== Segment start ==
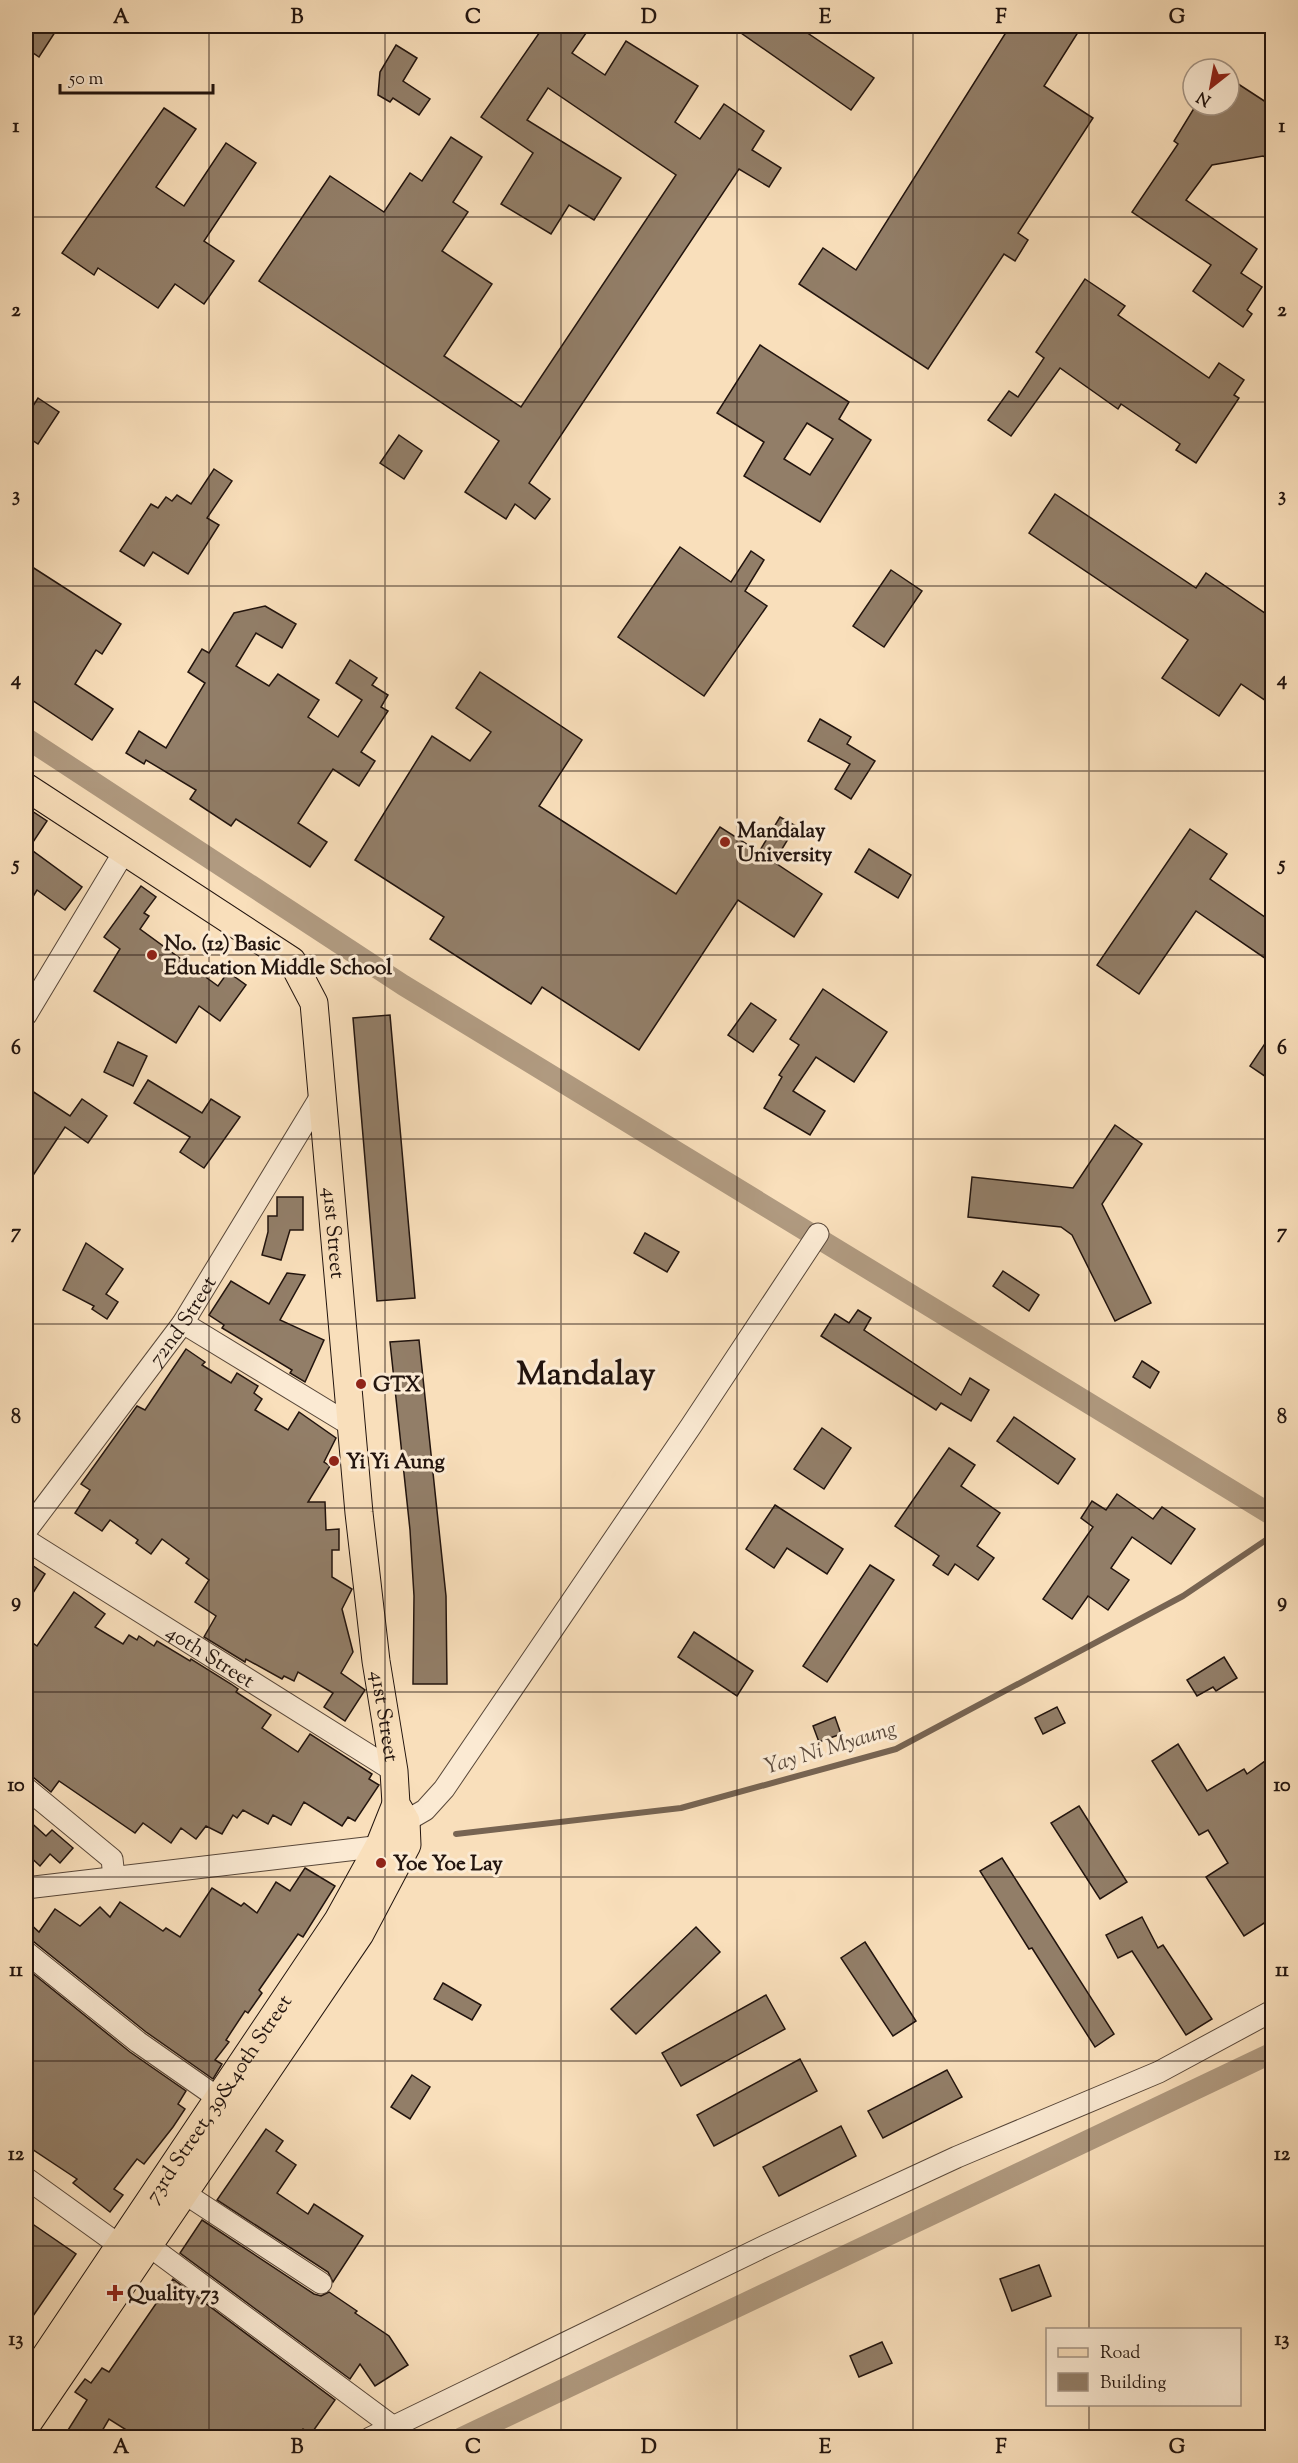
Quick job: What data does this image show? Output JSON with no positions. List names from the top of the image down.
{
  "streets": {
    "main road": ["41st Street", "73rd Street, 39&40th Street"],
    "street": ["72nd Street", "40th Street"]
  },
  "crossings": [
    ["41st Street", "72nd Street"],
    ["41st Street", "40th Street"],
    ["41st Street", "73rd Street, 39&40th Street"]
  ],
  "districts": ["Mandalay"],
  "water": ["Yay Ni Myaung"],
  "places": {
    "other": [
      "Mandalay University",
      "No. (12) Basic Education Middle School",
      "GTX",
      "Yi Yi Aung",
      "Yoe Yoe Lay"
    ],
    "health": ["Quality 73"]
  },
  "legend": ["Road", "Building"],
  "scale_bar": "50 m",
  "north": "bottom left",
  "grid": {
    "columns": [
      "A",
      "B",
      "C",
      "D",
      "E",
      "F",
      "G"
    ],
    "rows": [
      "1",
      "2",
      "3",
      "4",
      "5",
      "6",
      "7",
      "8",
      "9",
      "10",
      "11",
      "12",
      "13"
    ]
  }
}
== Segment end ==
**Task item**
Each record above must be retyped exactly as given, with the images excluded.

**Reply**
Quick job: What data does this image show? Output JSON with no positions. List names from the top of the image down.
{
  "streets": {
    "main road": ["41st Street", "73rd Street, 39&40th Street"],
    "street": ["72nd Street", "40th Street"]
  },
  "crossings": [
    ["41st Street", "72nd Street"],
    ["41st Street", "40th Street"],
    ["41st Street", "73rd Street, 39&40th Street"]
  ],
  "districts": ["Mandalay"],
  "water": ["Yay Ni Myaung"],
  "places": {
    "other": [
      "Mandalay University",
      "No. (12) Basic Education Middle School",
      "GTX",
      "Yi Yi Aung",
      "Yoe Yoe Lay"
    ],
    "health": ["Quality 73"]
  },
  "legend": ["Road", "Building"],
  "scale_bar": "50 m",
  "north": "bottom left",
  "grid": {
    "columns": [
      "A",
      "B",
      "C",
      "D",
      "E",
      "F",
      "G"
    ],
    "rows": [
      "1",
      "2",
      "3",
      "4",
      "5",
      "6",
      "7",
      "8",
      "9",
      "10",
      "11",
      "12",
      "13"
    ]
  }
}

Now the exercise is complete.